Food Manufacturers and Meat Packing: Distribution challenges into retail grocery are the current focal point, given the surge in demand for this channel. These are magnified by the lack of a software network which can provide a coordinated and simultaneous real-time capability for managing orders together with logistics and inventory. Increased single-serve packaging for the retail channel as the food service channel demand decreases is also an issue for both production and logistics.

Grocery and Food Retailers: The growth in demand and the shift away from restaurants and food service is very real and causing multiple logistical issues for retailers, including physical shelf space and inventory management along with the on-line volumes and the related replenishment and last mile delivery challenges. While volumes have soared in this channel, margin quality has dropped. The cost to service these expanded channels along with the expanded volumes was not something their current software systems and platforms were designed to support. For the most part those systems are hard-wired, and any change or need for flexibility is poorly supported at best. Shifting to a modern architecture would solve these issues and not only bring margins back to previous levels, but certainly exceed them.

Restaurants and Food Service Businesses: While this space is down right now, alternate channels are rapidly evolving for pick up and home delivery. The traditional challenges of poor sales history, forecasts and promotional accuracy will now be compounded significantly. Menu translation into material requirements still remains a problem, along with a lack of reference data.

In Summary

In the McKinsey report referenced earlier, the analysts go on to say, “Boosting the supply chain’s end-to-end digital capabilities requires a coordinated view across nodes so that companies can connect the dots with the latest digital tools and capabilities. Autonomous planning systems with machine-learning capabilities can base their forecasts on many more factors and learn the “next normal” much faster than traditional approaches for building business continuity, preserving cash, and strengthening supply-chain resilience.” We certainly agree.
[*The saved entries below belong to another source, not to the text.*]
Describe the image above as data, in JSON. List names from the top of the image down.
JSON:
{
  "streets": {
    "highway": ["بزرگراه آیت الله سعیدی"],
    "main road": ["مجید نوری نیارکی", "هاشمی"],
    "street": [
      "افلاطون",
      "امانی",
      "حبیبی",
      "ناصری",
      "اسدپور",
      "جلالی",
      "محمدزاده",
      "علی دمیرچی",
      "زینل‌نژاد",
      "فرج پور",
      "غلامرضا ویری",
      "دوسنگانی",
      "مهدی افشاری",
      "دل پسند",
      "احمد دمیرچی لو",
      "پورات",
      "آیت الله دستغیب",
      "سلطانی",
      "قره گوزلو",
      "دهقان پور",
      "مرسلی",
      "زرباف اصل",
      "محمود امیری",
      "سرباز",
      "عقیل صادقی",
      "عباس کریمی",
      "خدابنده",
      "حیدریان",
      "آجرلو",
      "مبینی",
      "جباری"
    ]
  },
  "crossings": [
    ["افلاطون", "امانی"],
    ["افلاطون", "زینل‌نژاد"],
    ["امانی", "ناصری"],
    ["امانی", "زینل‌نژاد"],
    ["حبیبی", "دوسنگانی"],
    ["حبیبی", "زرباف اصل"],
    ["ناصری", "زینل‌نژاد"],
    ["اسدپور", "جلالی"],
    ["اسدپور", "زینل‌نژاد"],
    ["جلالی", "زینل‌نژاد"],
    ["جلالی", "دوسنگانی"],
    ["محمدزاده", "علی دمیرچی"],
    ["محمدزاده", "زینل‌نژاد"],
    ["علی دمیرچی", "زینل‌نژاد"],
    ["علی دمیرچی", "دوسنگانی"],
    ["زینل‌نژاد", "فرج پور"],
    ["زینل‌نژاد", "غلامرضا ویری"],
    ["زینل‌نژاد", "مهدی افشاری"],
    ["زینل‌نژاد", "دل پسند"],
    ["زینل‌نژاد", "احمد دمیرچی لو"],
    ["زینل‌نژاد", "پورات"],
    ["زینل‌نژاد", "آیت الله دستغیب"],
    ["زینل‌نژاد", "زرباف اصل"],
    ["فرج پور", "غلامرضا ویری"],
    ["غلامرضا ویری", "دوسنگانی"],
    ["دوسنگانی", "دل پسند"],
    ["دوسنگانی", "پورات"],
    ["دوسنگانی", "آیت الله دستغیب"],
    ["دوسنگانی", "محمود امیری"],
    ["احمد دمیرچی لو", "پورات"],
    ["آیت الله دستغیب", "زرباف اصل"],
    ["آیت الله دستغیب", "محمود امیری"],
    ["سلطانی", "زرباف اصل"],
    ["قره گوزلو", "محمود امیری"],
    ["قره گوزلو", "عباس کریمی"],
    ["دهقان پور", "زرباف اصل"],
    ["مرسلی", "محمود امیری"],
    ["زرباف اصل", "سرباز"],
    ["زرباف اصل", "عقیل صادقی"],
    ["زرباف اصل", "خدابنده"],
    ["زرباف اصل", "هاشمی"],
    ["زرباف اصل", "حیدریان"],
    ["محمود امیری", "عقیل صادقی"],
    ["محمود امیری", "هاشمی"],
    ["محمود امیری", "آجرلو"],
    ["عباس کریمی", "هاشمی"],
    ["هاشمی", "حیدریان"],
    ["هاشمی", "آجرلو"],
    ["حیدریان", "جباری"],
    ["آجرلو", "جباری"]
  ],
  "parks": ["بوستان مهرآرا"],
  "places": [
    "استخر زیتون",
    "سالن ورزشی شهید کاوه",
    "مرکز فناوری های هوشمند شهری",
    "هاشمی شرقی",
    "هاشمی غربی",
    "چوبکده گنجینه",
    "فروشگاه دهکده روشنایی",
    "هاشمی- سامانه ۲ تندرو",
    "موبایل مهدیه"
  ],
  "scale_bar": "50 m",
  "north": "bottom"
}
2020 has been a year like no other for the protein and produce supply chains, with shifts in demand, shifts in supply, and changes in consumer behavior – many of which will likely remain permanent. We believe that business network technology will help maximize your success in this new environment. When planning and execution operate together with real-time information and advanced analytics, businesses are best positioned react to any variance and secure replenishment, while coordinating upstream supply for the highest customer service levels at the least landed cost.